Information supplied START
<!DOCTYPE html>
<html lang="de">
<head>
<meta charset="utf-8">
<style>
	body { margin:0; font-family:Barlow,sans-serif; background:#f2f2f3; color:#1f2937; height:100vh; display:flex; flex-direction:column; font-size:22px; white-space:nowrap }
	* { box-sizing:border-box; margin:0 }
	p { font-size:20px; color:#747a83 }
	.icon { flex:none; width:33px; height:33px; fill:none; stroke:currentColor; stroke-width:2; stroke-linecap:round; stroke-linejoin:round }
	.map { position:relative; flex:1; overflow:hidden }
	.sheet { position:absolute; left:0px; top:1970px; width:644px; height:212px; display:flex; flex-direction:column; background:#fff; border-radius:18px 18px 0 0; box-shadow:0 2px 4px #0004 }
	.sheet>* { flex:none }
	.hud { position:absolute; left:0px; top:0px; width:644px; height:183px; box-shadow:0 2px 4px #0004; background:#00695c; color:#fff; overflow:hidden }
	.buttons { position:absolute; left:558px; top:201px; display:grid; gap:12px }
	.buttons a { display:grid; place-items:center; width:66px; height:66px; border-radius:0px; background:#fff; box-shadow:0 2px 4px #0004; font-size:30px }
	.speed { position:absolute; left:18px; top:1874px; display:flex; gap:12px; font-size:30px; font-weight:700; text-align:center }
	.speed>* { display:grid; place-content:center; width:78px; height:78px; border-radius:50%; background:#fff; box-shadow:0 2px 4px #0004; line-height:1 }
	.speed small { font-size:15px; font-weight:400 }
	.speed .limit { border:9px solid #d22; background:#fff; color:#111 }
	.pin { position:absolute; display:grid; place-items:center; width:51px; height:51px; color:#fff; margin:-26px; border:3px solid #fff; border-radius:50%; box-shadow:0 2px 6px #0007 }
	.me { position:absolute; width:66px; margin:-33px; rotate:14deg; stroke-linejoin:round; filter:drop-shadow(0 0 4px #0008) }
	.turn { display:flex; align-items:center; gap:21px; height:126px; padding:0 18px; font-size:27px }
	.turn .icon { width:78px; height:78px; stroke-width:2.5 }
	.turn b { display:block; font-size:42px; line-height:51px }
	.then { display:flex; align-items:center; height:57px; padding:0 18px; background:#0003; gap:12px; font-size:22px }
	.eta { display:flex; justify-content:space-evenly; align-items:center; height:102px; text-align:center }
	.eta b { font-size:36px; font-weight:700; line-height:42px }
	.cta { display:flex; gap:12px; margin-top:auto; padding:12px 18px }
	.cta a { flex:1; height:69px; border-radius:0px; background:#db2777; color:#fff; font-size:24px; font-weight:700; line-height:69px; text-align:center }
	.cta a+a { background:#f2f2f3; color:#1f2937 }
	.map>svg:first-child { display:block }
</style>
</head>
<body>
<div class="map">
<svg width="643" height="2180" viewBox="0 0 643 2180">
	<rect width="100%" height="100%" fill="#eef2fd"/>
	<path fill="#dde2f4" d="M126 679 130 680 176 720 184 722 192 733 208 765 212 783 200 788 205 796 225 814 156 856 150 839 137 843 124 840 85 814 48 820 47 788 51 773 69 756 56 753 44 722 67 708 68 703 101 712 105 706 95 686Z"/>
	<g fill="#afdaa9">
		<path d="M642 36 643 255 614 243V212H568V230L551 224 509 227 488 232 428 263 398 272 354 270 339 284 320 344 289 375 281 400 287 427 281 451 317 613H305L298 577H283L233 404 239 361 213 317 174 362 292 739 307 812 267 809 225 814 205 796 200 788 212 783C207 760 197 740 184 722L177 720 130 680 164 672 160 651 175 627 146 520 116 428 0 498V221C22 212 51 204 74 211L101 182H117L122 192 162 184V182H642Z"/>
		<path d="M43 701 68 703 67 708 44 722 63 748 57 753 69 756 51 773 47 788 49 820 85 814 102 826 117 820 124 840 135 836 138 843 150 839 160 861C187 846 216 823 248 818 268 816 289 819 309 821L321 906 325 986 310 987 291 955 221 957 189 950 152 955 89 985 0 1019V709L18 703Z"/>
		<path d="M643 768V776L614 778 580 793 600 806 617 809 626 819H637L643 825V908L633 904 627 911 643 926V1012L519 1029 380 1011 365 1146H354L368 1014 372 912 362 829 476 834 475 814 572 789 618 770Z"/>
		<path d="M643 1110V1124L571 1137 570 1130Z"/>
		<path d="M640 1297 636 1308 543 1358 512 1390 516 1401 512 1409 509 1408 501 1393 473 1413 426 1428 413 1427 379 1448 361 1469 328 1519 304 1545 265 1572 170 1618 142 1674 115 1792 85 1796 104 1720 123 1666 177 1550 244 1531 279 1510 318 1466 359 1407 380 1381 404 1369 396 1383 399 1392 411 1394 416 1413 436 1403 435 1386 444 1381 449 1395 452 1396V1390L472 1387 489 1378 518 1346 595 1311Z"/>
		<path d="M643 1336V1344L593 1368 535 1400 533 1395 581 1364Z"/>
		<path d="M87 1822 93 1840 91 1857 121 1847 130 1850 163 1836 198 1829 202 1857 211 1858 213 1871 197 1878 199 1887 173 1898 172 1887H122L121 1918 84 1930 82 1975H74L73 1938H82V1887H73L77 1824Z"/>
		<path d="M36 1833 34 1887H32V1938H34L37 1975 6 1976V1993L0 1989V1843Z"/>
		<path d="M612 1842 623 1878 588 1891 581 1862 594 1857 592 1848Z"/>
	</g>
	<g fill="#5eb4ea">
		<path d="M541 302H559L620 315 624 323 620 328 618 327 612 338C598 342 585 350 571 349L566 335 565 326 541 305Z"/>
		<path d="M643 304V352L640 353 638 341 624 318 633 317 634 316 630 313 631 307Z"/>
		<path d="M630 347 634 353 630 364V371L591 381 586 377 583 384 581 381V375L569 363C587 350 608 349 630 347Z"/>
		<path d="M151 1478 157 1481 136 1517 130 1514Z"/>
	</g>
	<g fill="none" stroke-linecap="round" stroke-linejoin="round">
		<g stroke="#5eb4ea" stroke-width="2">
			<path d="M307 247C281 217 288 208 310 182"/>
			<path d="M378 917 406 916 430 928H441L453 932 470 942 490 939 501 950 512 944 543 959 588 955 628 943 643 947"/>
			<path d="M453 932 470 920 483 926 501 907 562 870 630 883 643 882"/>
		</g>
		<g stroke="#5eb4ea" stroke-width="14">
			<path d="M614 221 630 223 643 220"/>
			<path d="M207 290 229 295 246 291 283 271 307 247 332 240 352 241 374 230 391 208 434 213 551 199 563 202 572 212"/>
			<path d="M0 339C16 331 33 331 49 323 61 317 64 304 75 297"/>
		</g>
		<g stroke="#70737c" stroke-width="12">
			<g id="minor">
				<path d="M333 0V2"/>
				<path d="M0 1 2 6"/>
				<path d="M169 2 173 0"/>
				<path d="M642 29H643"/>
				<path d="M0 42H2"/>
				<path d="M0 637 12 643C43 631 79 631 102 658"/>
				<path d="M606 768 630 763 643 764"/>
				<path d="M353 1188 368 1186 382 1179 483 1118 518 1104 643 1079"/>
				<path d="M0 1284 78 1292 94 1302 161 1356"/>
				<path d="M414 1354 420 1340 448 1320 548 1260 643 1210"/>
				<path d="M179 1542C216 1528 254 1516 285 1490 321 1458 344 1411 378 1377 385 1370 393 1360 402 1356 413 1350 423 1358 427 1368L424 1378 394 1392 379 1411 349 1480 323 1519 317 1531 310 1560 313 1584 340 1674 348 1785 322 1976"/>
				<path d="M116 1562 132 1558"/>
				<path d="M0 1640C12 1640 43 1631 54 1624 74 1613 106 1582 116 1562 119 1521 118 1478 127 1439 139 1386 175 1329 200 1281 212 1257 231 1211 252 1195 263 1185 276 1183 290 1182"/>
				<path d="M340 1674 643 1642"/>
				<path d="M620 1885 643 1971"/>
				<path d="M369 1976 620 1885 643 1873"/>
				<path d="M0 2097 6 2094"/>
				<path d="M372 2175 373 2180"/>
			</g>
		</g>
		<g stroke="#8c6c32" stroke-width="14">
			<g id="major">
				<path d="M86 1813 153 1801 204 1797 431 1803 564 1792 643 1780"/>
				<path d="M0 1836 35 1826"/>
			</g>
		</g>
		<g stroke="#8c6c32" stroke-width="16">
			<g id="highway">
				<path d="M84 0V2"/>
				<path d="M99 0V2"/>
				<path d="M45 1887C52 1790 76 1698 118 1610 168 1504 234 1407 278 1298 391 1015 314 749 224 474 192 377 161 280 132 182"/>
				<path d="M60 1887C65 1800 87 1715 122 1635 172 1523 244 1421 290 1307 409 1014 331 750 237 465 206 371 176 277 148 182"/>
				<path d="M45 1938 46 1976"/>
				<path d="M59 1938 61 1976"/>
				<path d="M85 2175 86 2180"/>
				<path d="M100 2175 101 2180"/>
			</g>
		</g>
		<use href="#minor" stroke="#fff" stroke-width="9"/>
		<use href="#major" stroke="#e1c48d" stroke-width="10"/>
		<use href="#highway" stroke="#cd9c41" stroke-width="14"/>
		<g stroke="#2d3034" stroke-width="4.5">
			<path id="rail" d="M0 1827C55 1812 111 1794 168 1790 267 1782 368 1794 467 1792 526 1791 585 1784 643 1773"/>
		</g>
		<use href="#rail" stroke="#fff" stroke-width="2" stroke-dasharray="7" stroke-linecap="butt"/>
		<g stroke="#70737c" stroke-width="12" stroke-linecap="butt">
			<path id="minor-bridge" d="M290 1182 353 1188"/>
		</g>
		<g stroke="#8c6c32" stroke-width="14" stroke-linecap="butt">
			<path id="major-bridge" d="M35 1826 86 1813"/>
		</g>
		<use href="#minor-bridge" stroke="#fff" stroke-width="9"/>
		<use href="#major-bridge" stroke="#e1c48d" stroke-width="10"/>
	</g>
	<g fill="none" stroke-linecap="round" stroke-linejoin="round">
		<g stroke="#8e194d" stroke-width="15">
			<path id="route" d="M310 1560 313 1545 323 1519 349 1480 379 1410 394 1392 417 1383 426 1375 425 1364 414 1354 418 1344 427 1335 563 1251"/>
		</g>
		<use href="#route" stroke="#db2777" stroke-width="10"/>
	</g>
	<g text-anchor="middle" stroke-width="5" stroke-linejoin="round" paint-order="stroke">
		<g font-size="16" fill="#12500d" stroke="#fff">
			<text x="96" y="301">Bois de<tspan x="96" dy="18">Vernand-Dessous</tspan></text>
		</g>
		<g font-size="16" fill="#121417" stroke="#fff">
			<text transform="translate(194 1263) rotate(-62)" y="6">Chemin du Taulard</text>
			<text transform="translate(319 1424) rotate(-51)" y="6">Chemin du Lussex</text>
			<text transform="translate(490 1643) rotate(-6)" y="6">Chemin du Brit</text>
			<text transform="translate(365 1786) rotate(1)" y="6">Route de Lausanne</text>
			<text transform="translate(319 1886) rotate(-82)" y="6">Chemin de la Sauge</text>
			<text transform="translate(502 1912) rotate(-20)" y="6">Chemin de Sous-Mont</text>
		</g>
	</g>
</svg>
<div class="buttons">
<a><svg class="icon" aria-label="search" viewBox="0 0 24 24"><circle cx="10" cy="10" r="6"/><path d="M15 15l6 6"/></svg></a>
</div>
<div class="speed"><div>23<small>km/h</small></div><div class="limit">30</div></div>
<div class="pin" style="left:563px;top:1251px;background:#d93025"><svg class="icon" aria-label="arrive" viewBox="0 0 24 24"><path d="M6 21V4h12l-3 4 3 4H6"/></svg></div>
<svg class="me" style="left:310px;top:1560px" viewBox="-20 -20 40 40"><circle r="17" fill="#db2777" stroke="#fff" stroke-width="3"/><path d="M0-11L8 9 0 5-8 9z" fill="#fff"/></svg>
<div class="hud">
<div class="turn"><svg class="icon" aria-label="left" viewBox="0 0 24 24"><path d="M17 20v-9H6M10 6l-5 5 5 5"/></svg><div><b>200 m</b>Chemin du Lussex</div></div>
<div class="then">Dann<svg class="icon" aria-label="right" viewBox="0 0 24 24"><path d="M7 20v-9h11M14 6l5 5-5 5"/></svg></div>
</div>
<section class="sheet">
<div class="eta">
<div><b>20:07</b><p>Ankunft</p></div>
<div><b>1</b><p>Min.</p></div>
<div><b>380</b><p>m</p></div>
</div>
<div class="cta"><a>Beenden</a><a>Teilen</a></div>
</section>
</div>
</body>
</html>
Information supplied END
## [Exercise directions]
In the entries above, find each line that includes the string "overflow" and copy it.

## [Written response]
	.map { position:relative; flex:1; overflow:hidden }
	.hud { position:absolute; left:0px; top:0px; width:644px; height:183px; box-shadow:0 2px 4px #0004; background:#00695c; color:#fff; overflow:hidden }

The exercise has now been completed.